Qu represents the gradient of a DDP interval given an updated Hessian of the Value function Vxx_p. If Vxx_p provides a good estimation of the problem, then we can assume that Qu is the gradient of our OC problem.
Instead Qu.T * Quu^-1 * Qu represents the progression of the optimization. In fact, this is used as Armijo rule.
General speaking, we could use the norm of Qu as stopping criteria. However, I see cases where this value is very small (around 10^-5) and still there is a significant improvement, i.e. value of Qu.T * Quu^-1 * Qu (around 10^-3).
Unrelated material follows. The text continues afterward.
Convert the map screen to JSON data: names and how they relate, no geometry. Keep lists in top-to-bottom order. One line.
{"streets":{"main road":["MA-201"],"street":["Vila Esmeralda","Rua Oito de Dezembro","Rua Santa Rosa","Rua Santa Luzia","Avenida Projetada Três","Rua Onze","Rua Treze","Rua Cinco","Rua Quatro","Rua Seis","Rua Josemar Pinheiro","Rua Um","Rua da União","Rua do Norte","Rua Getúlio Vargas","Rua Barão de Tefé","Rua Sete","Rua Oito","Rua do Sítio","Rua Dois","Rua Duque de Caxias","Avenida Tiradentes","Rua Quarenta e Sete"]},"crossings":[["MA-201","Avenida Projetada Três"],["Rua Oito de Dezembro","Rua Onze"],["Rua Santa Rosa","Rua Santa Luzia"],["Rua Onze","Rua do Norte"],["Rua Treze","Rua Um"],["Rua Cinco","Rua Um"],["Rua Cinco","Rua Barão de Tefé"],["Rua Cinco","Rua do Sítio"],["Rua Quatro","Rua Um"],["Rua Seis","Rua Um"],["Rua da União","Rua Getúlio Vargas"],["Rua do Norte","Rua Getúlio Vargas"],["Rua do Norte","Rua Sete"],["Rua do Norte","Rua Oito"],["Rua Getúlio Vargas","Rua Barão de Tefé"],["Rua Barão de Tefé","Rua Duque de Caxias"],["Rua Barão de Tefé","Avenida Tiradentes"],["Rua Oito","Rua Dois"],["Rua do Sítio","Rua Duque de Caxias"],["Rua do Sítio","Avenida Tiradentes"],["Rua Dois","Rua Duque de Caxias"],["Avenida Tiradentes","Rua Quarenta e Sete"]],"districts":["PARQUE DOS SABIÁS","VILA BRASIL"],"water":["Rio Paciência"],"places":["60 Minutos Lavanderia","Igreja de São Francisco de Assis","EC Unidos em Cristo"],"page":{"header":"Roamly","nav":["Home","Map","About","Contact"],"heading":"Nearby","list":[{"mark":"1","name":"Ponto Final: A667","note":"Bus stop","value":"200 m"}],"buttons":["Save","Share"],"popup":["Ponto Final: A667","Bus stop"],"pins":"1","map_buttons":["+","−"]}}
We could have use both values as stopping criteria, @nmansard do you think this is a good idea? or just make complex our code.
I included an simple test for stopping criteria in the LQR case (!27 (merged)). Basically, I build and solve a KKT problem for LQR problem. Then I checked that the gradient of the Lagrangian is equals zero.
Note that this test only works for linear system with quadratic cost functions.
We have the jacobian of the constraint to be (with explicit x0 variable and constraint x0=x0ref):
J = [ I 0 ]
[ -fx I -fu ]
[ -fx I -fu ]
[ ... ... ]
The transpose multiplies one lambda per timestep from 0 to T, and produces one "equality" per x and one per u. Looking only at the part of J^T corresponding to x, we have one main diagonal of I and a subdiagonal of -fx. Hence:
lambda_T = - lx_T
and recursively
lambda_t - fx^T lambda_t+1 = - lx_t+1
This recurence is just the same as the recurence on the Vx, so lambda_t = Vx_t.